The SM-6 is MDA’s and the Navy’s more capable next-generation sea-based terminal-phase (i.e., endo-atmospheric) BMD interceptor. It is based on the SM-6 air defense missile (the Navy’s successor to the SM-2 air defense missile). The SM-6 is a dual-capability missile that can be used for either air defense (i.e., countering aircraft and ASCMs) or ballistic missile defense.

The SM-6 missile is the only weapon in the US arsenal to engage highly-maneuverable hypersonic threats.

In FY 2023, Aegis SBT is supposed to demonstrate a simulated engagement against a hypersonic target (FTX-40); in FY 2024, it is to demonstrate a salvo engagement firing two SM-6 Block IA upgraded guided missiles against a Hypersonic Glide Vehicle target.

Reportedly, Raytheon Technologies and Northrop Grumman have each won contracts to continue developing hypersonic weapons interceptors in a Missile Defense Agency-led competition.

The interceptors are intended to counter a hypersonic weapon during its glide phase of flight, a challenge as the missiles can travel more than five times the speed of sound and can maneuver, making it hard to predict a missile’s trajectory. The interceptors will be designed to fit into the Navy’s current Aegis Ballistic Missile Defense destroyers.

MDA’s FY2023 budget submission states that “by the end of FY 2023, there will be 50 total BMDS [BMD Systems] capable [Aegis] ships requiring maintenance support.” But, the Navy’s 2016 Force Structure Assessment was that the US needed at least 54 BMD-capable ships as part of the 104 large surfaces combatant requirement. Though the number of such vessels that the US currently has is not officially disclosed, some say it could be 33.

The land-based version of the Aegis BMD system is called Aegis Ashore. There are two Aegis Ashore sites in Europe—one in Romania and one in Poland. The sites are intended to help defend Europe against ballistic missile threats from countries like Iran.

Each Aegis Ashore site includes a structure housing an Aegis system similar to the deckhouse on an Aegis ship and 24 SM-3 missiles launched from a relocatable Vertical Launch System (VLS) based on the VLS that is installed in Navy Aegis ships.

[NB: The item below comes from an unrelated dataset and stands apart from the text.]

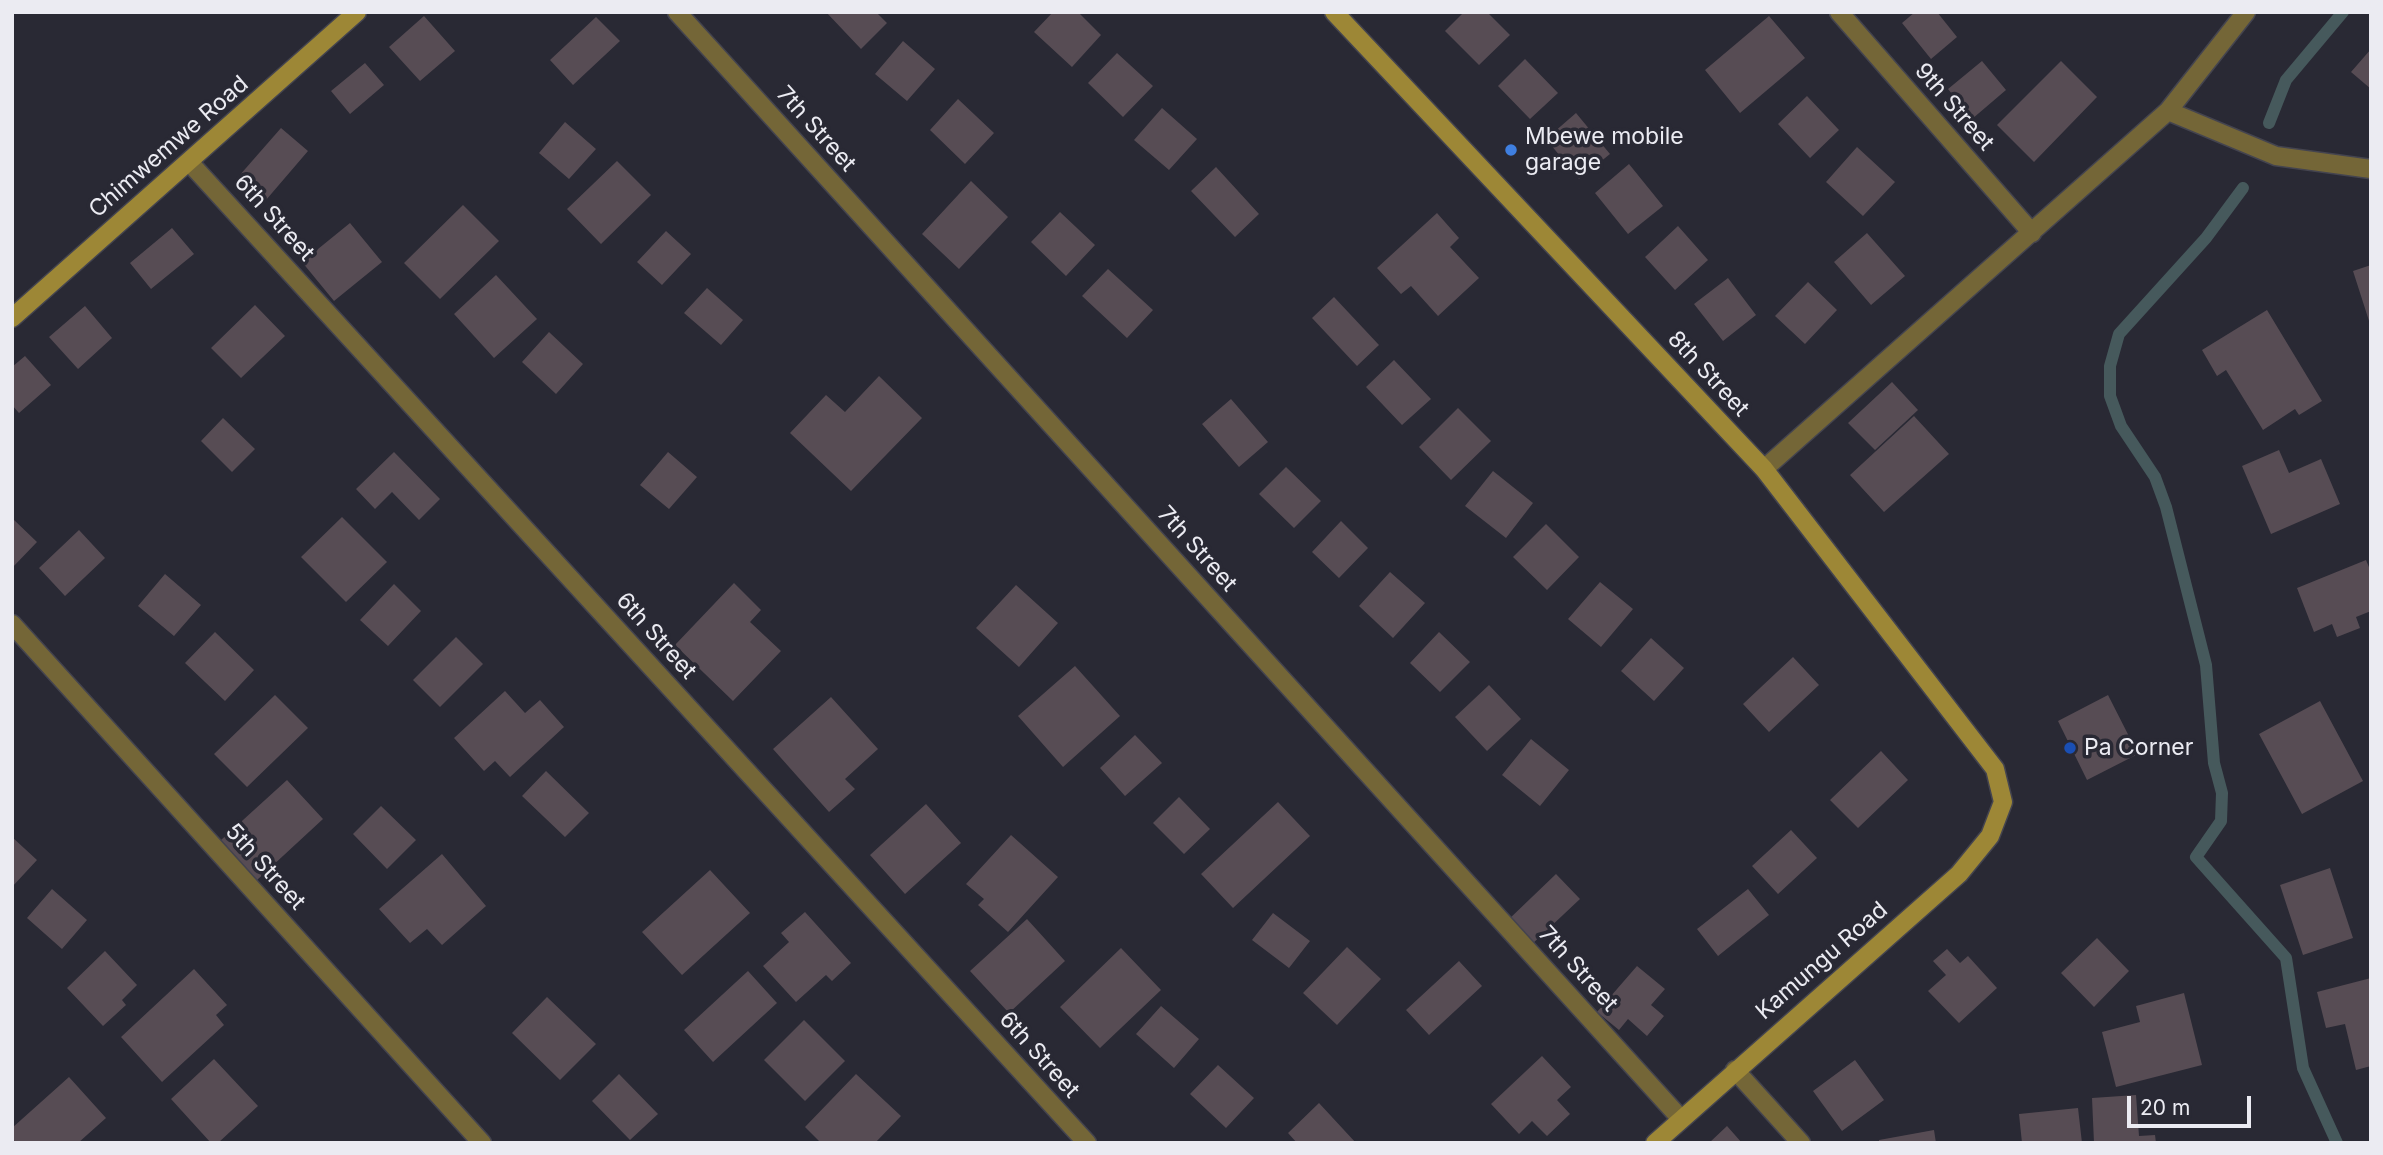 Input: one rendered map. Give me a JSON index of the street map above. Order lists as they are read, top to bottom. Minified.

US’ Aegis Ashore Air Defense Base

Before June 2020, Japan had planned to procure and operate two Aegis Ashore systems that reportedly were to have been located at Ground Self-Defense Force (GSDF) facilities in Akita Prefecture in eastern Japan and Yamaguchi Prefecture in western Japan and were to have been operated mainly by the GSDF.

However, Japan has decided to shelve this program and will build two more BMD-capable Aegis ships instead.

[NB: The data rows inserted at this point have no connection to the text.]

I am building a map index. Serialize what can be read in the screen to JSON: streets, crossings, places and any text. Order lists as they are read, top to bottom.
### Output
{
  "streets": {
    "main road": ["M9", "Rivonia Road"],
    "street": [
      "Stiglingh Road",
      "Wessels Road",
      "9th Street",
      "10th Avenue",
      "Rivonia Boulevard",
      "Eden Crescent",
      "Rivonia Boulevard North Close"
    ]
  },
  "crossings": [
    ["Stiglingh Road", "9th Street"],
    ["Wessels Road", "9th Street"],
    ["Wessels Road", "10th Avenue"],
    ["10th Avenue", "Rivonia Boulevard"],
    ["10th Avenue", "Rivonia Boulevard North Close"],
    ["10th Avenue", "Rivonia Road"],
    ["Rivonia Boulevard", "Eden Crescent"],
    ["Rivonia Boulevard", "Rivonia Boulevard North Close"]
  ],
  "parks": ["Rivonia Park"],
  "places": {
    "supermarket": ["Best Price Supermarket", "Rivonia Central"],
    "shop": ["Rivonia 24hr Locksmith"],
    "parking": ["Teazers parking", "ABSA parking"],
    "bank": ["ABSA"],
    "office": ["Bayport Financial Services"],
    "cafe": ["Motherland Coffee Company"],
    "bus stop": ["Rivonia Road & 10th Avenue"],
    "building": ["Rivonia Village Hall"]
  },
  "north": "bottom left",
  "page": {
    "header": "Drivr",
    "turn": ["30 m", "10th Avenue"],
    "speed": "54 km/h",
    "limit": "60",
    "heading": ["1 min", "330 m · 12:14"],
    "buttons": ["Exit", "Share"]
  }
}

The two Aegis destroyers are expected to have a displacement of around 20,000 tons with a length of 690 feet and a beam of about 130 feet, making them one of the largest and heaviest ships that the JMSDF will operate.

The ships are to have a crew of 110 personnel, with personnel accommodations being enhanced to enable long deployments on stations around Japan.

As it is, Japan already operates eight BMD-capable Aegis destroyers—the eighth was commissioned into service in March 2021. As mentioned earlier, Japan has cooperated with the United States to develop the SM-3 Block IIA missile.

Japan developed certain technologies for the missile and paid for developing those technologies, reducing the missile’s development costs for the United States.

Other countries MDA views as potential naval BMD operators (using either the Aegis BMD system or some other system of their own design) include the United Kingdom, the Netherlands, Spain, Germany, Denmark, and Australia.

Spain, South Korea, and Australia either operate, are building, or are planning to build Aegis ships. The other countries operate destroyers and frigates with different combat systems that may have the potential to contribute to BMD operations.

Aegis In The Indo-Pacific

Coming to the Indo-Pacific, the Pentagon wants an increased role of Aegis BMD in the New Guam Missile Defense Architecture. After studying various possible BMD system architectures for Guam, DOD proposes a system that combines elements of the Aegis BMD system with aspects of Army BMD systems.

The defense architecture at Guam may be adequate against threats from North Korea, but Pentagon thinks that to meet the Chinese threats, the defense structure should be a distributed system, using mobile launchers of Navy SM-3 and SM-6 missiles, the Patriot air-and-missile defense system and the Army’s Terminal High Altitude Area Defense System (THAAD).

File Image: THAAD Missile Defense System

Similarly, the Pentagon is planning to operationalize, either temporarily or permanently, the Aegis Ashore Missile Defense Test Center in Kauai, Hawaii, to strengthen the defense of Hawaii against North Korean missile capabilities.

Above all, the Aegis BMD program is working on what the US Navy says “Future Capabilities” in the areas of engagement of longer-range and more complex ballistic missiles; enhanced terminal capability against short and medium-range ballistic missiles; increased number of ships and missiles; more maritime ally involvement; and hypersonic missile defense in all phases of flight.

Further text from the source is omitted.